I've got a regex that I'm trying to use to detect if a certain input is valid. The syntax of the input should be {A|B|C}. {A|B|} should fail.

(?:
 (
  \{{1}
  (?:[A-Z0-1-_.*]+ \| [A-Z0-1-_.*]+)*
  \}{1}
 )
)

This is what I have so far, but I'm starting to think this isn't the way to go. Even if it did work properly, it wouldn't allow {A} which should be valid.

So basically what I'm trying to do is check if each [A-Z0-1-_.*] element is split by | and that there are no empty elements within the {} brackets.
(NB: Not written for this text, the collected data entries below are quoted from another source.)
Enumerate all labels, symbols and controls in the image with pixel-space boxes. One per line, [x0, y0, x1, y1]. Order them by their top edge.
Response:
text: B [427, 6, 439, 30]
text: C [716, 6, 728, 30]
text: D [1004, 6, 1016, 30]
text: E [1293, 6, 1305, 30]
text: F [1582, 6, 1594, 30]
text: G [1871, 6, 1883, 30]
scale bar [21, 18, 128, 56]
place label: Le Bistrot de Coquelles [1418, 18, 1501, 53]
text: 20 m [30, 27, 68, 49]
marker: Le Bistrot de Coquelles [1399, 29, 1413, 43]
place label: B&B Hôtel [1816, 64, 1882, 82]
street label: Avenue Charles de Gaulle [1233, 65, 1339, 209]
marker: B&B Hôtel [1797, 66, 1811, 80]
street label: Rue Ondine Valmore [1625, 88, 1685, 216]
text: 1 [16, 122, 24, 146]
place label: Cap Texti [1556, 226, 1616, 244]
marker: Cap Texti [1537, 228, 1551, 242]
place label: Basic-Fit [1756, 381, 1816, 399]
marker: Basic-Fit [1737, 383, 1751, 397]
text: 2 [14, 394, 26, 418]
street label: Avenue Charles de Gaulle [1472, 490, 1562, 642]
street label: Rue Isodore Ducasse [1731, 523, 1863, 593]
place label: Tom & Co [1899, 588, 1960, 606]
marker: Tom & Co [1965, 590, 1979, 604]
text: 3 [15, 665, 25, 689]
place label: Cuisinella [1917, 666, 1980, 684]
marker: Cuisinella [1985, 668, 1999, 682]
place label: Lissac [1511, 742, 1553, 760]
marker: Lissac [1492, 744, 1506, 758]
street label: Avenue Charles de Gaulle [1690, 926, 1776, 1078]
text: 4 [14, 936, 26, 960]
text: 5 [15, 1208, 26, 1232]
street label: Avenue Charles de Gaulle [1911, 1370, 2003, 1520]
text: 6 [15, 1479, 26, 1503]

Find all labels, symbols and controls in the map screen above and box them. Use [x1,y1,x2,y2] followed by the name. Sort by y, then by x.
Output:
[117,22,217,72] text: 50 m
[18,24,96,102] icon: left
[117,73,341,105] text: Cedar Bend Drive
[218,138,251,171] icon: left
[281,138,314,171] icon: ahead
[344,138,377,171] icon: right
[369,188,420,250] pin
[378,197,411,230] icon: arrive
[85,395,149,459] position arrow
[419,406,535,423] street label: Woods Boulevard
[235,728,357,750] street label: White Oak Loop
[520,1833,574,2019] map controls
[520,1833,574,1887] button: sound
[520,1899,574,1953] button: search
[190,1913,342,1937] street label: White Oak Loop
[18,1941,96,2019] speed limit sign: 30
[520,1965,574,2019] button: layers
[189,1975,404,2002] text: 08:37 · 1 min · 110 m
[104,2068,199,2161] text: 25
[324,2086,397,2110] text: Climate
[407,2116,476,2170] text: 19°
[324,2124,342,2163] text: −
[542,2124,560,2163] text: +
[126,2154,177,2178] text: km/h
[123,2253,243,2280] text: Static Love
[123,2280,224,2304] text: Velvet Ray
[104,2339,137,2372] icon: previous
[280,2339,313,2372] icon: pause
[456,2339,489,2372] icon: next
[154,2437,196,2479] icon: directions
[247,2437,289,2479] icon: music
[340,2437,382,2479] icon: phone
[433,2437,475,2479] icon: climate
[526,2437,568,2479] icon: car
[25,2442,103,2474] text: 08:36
One concept I'm really struggling with which feels relevant here is having n amount of possible elements. Like let's say, the string to validate is Foo{A}Bar{B|C}Test The way I would check that has 2 elements. One element to check for alphabetical characters, and another element to check the bracketed characters. So to check the string above, I would do alphaElem*|BracketElem*|alphaElem*|BracketElem*|alphaElem* But that's a lot of writing out, and it doesn't scale if the amount of elements increases. Is there some way I can solve this with regex?

PaulG
  • 13,871
  • 9
  • 56
  • 78
Olli
  • 375
  • 5
  • 15
  • I am confused about your actual input. Is it `{A|B|C}` form or `Foo{A}Bar{B|C}Test` ? And which one do you have to check? – Fildor Apr 04 '18 at 12:11
  • 1
    Probably you want [`{[A-Z0-1-_.*]+(?:\|[A-Z0-1-_.*]+)*}`](http://regexstorm.net/tester?p=%7b%5bA-Z0-1-_.*%5d%2b%28%3f%3a%5c%7c%5bA-Z0-1-_.*%5d%2b%29*%7d&i=%7bA%7cB%7cC%7d.+%7bA%7cB%7c%7d&o=x). The last `*` can be replaced with `{0,2}` to match 0, 1 or 2 times (to match 1, 2 or 3 elements inside `{...}`). – Wiktor Stribiżew Apr 04 '18 at 12:11
  • @Fildor the final input might be a any combination of strings and {A|B|C} brackets – Olli Apr 04 '18 at 12:37
  • So what about my suggestion? – Wiktor Stribiżew Apr 04 '18 at 13:31
  • yep, its what i was looking for – Olli Apr 04 '18 at 13:38

2 Answers2

1

You may use

{[A-Z0-1-_.*]+(?:\|[A-Z0-1-_.*]+)*}

Note that the last * modifier can be replaced with a limiting quantifier. E.g. {0,2} to match 0, 1 or 2 times (to match 1, 2 or 3 elements inside {...}).

See the regex demo.

Details

  • { - a { char
  • [A-Z0-1-_.*]+ - 1 or more chars defined in the character class (uppercase ASCII letters, 0, 1, -, _, . or * chars)
  • (?: - a non-capturing group matching 0 or more occurrences of:
    • \| - a | char
    • [A-Z0-1-_.*]+ - 1 or more chars defined in the character class
  • )* - end of the grouping construct
  • } - a } char.

Note you do not need to escape { and } chars in a .NET regex, it is "intelligent" enough to parse { as a literal { if there is no matching } with min or min,max values before.

Wiktor Stribiżew
  • 607,720
  • 39
  • 448
  • 563
0

This solution will validate everything you (seem to) want in one pass (see on regex101):

^\w+({[A-Z0-1-_.*]+(\|[A-Z0-1-_.*]+)*}\w+)*$

It's several layers of possibly-repeating sections.

Here's the breakdown:

^ anchor matching start of text

\w+ matches any amount of "word" characters

{[A-Z0-1-_.*]+(\|[A-Z0-1-_.*]+)*} matches an element in brackets, possibly followed by any number of pipes and other elements within the brackets

({[A-Z0-1-_.*]+(\|[A-Z0-1-_.*]+)*}\w+)* this is the previously-described match, allowed to repeat zero to many times, each time with another "word"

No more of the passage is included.